This is a very brief account on homotopy classification of elliptic boundary value problems and corresponding index formulas, which summarize some earlier results of the authors generalizing the well-known classification due to Boutet de Monvel.
First the authors give a homotopy classification of classical elliptic boundary value problems, i.e. problems of the form $Du=f,\;Bj^{m-1}_{\partial M}u=g,\;u\in C^\infty(M,E),\;f\in C^\infty (M,F),\;g\in C^\infty (\partial M,G),$ where $$D$$ is elliptic of order $$m$$, $$j^{m-1}_{\partial M}u$$ is the jet of $$u$$ of order $$m-1$$ in normal direction restricted to the boundary, and $$B$$ is a pseudo-differential operator on $$\partial M$$, which satisfy the Shapiro-Lopatinskii condition (and thus the boundary problem possesses the Fredholm property).
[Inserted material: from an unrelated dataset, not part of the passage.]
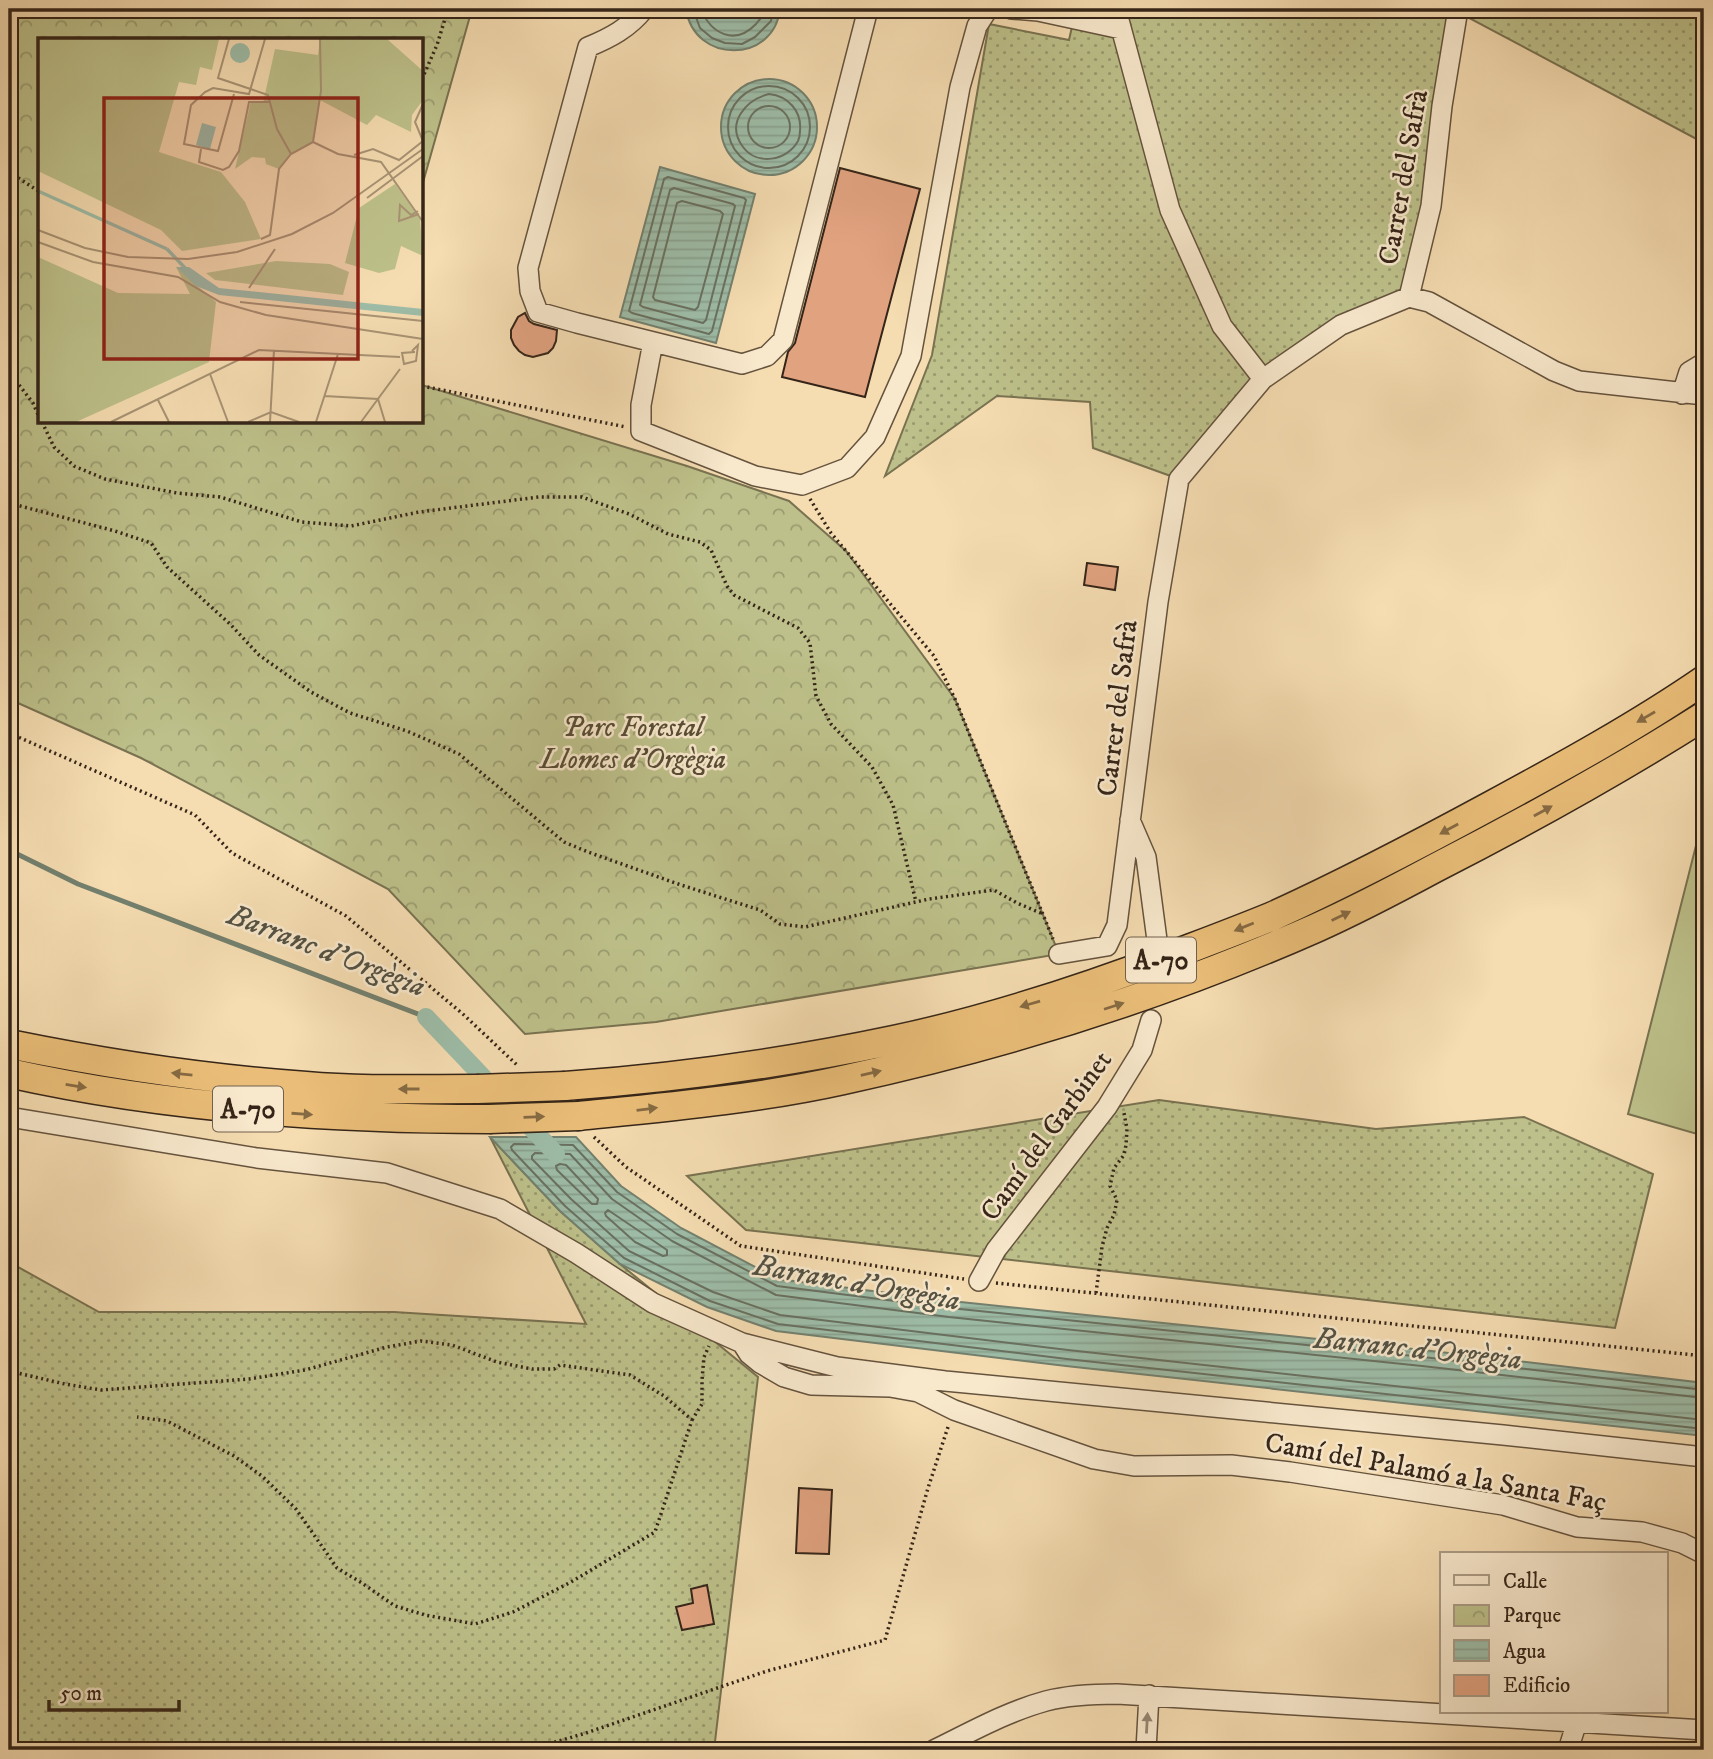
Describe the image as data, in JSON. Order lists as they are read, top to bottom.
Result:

A well-known result of Atiyah-Bott states that the existence for given elliptic $$D$$ of such a classical boundary value problem implies vanishing of certain obstruction determined by the principal symbol of $$D$$, which lies in $$K^1_c(T^*\partial M)$$, and in turn, vanishing of the obstruction implies that near $$\partial M$$ the symbol of $$D$$ is stably homotopic to a symbol independent of cotangent variables.
The authors obtain an analogous simplification for the whole boundary value problem in a wider class of elliptic operators, which assume the form $$\sum_{0\leq k\leq m}D_k (t) (-i{\partial \over\partial t})^{m-k}$$ near the boundary $$(t$$ is the normal parameter). Their final result is the following isomorphism (stable homotopy classification of elliptic boundary value problems): $\chi:Ell (M) \approx K_c \bigl (T^*(M\setminus \partial M)\bigr),$ which leads to the following formula for the index of elliptic boundary value problems: $\text{ind}(D,B) =p!\bigl( \chi[D, B]\bigr), \quad p!:K_c \bigl( T^*(M\setminus \partial M)\bigr)\to\mathbb{Z}.$ Here $$Ell (M)$$ is the group of stable homotopy classes of elliptic boundary value problems on $$M$$, and two elliptic boundary value problems are said to be stably homotopic if they become homotopic after equalizing their orders by composing with an elliptic Fredholm operator on $$M$$ with zero index, equal near the boundary to $$D_+ = -{\partial \over\partial t}+ \sqrt{-\Delta_{\partial M}}$$ and after adding to them some Dirichlet boundary value problem for the Laplacian on $$M$$.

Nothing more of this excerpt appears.